→ **WHAT IS NEEDED**
Return only those lines of the material that contain "linejoin".

→ **SUPPLIED DATA**
◆ ◆ ◆ ◆ ◆

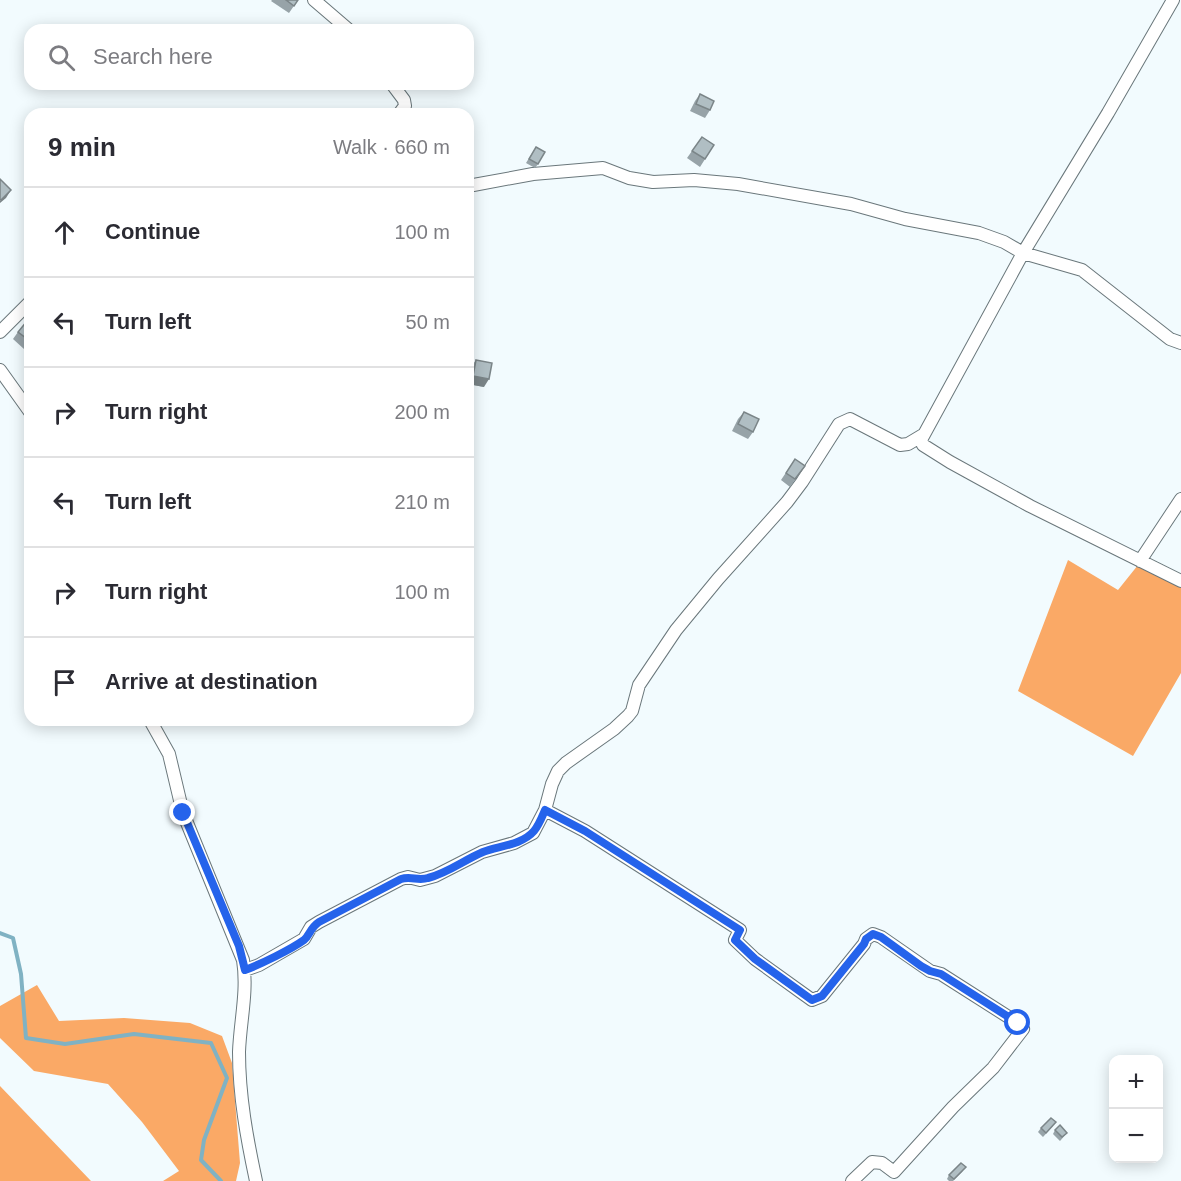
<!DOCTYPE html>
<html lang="en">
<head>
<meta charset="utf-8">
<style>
  body { margin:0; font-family:Helvetica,sans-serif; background:#f2f2f3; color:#2b2b33 }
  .controls { position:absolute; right:18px; bottom:18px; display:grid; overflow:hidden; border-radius:12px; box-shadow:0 3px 15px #0003 }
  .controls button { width:54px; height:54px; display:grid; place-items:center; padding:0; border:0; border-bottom:2px solid #e1e1e2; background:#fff; color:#2b2b33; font:30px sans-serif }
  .stop { position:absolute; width:18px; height:18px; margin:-14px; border:4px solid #2563eb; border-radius:50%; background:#fff }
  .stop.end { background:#2563eb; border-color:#fff; box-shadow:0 2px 6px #0008 }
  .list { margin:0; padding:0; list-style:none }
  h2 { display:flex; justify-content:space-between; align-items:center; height:78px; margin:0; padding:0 24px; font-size:26px }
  h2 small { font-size:20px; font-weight:400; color:#7c7c81 }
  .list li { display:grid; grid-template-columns:39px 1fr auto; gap:18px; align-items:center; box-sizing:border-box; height:90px; padding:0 24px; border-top:2px solid #e1e1e2 }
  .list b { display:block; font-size:22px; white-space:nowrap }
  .list em { font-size:20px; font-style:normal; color:#7c7c81 }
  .icon { flex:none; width:33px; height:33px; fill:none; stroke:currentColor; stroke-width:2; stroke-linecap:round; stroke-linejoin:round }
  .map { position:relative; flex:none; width:1181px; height:1181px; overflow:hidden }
  .search { position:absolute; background:#fff; box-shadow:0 3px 15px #0003; left:24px; top:24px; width:450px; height:66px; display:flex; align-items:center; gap:15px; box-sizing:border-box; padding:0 21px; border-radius:18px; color:#7c7c81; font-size:22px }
  .panel { position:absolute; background:#fff; box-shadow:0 3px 15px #0003; left:24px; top:108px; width:450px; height:618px; border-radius:18px }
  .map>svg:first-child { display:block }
  .forest { fill:#faa966 }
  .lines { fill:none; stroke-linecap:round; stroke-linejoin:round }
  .stream { stroke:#80b2c3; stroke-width:4 }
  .minor-casing { stroke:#6a777b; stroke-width:14 }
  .minor { stroke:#fff; stroke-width:12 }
  .wall { fill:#97a3a8 }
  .shaded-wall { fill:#7b8588 }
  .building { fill:#b0bec3; stroke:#7b8588; stroke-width:1.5 }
  .route { stroke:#2563eb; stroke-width:8 }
</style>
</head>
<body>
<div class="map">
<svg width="1181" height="1181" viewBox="0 0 1181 1181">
  <rect width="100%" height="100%" fill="#f2fbfe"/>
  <path class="forest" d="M1068 560 1118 590 1138 565 1181 586V673L1133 756 1018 691Z
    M37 985 59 1021 124 1018 190 1023 222 1036 232 1063 240 1163 236 1181H163L179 1171 142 1122 108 1084 34 1071 0 1038V1006Z
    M0 1086 91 1181H0Z"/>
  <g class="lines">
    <path class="stream" d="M0 933 13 938 21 974 26 1038 65 1044 134 1034 211 1043 227 1078 204 1140 201 1160 221 1181"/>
    <defs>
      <path id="minor" d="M314 0 349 30
        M1173 0 1108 113 1023 253 921 440 923 445 950 462 1030 506 1181 581
        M392 84 404 100 405 106 399 114
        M468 186 533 174 603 168 629 178 653 182 694 180 738 184 851 204 905 219 979 233 1004 242 1023 253 1082 270 1170 339 1181 343
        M0 332 30 302
        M0 370 30 412
        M1140 561 1181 499
        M150 720 169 754 183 813 243 960C248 991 240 1022 239 1052 239 1096 247 1139 256 1181
        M545 810 585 831 740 930 735 940 755 959 812 1000 822 996 864 944 866 939 873 934 881 937 930 971 941 974 1018 1023 1023 1029 993 1068 953 1107 894 1172 882 1163 872 1162 852 1181
        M245 970 259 965 304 939 311 927 319 922 401 879 408 877 420 880 435 876 482 852 514 843 533 833 545 810 552 784 558 771 566 763 614 729 628 716 632 711 639 685 676 630 718 579 787 502 802 482 839 424 850 419 900 445 908 444 923 435"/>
    </defs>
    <use href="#minor" class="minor-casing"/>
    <use href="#minor" class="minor"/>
  </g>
  <path class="wall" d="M272 0H298L289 13 271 1Z
    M700 94 710 110 705 118 690 111 695 101Z
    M702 137 714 145 700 167 687 158Z
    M534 150 538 164 535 168 526 163Z
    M30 323V342L24 349 13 339 18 332Z
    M476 360 484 387 468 384 471 367Z
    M744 412 753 432 748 439 732 431 738 419Z
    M795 459 805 466 790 487 781 480Z
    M1053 1126 1043 1137 1038 1132 1041 1128Z
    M1055 1130 1067 1133 1060 1141 1053 1134Z
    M963 1171 953 1181H949L947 1179 949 1175Z"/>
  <path class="shaded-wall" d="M11 190 6 198 0 203V201Z
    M473 376 489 379 484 387 468 384Z"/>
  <path class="building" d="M286 0H298L294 6Z
    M700 94 714 101 710 110 696 104Z
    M702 137 714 145 705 159 692 151Z
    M536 147 545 152 538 164 529 159Z
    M0 179 11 190 1 200H0Z
    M27 321 30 323V341L18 332Z
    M476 360 492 363 489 379 473 376Z
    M744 412 759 419 753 432 738 424Z
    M795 459 805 466 795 479 786 473Z
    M1051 1118 1056 1122 1046 1133 1041 1128Z
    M1060 1125 1067 1133 1062 1137 1055 1130Z
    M961 1163 966 1167 954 1179 949 1175Z"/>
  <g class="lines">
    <path class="route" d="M183 813 239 946 245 970C261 964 290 950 304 940 310 935 310 928 319 922L401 879C411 876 418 881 428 878 448 873 464 860 483 852 499 846 522 845 534 831 539 825 542 817 545 810L585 831 740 930 735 940 755 959 812 1000 822 996 864 944 866 939 873 934 881 937 921 966 930 971 941 974 1018 1023"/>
  </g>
</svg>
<div class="controls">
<button>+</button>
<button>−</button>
</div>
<div class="stop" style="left:1018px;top:1023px"></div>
<div class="stop end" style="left:183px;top:813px"></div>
<div class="search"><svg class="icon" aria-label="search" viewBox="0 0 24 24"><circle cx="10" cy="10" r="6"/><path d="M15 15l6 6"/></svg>Search here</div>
<section class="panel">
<h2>9 min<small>Walk · 660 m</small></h2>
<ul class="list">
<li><svg class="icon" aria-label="ahead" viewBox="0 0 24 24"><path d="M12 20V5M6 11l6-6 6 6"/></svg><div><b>Continue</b></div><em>100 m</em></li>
<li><svg class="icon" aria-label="left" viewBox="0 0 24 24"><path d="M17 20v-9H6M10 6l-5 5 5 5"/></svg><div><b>Turn left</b></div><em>50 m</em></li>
<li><svg class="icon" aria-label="right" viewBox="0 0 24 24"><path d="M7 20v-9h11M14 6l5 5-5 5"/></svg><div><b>Turn right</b></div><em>200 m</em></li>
<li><svg class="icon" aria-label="left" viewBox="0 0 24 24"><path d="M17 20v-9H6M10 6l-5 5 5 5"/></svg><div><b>Turn left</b></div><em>210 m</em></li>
<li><svg class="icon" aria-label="right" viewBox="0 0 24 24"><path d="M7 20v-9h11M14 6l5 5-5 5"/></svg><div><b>Turn right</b></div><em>100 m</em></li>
<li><svg class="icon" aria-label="arrive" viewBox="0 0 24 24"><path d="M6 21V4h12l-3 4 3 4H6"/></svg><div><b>Arrive at destination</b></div></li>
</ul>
</section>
</div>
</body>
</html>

◆ ◆ ◆ ◆ ◆

→ **RESPONSE TO THIS TASK**
  .icon { flex:none; width:33px; height:33px; fill:none; stroke:currentColor; stroke-width:2; stroke-linecap:round; stroke-linejoin:round }
  .lines { fill:none; stroke-linecap:round; stroke-linejoin:round }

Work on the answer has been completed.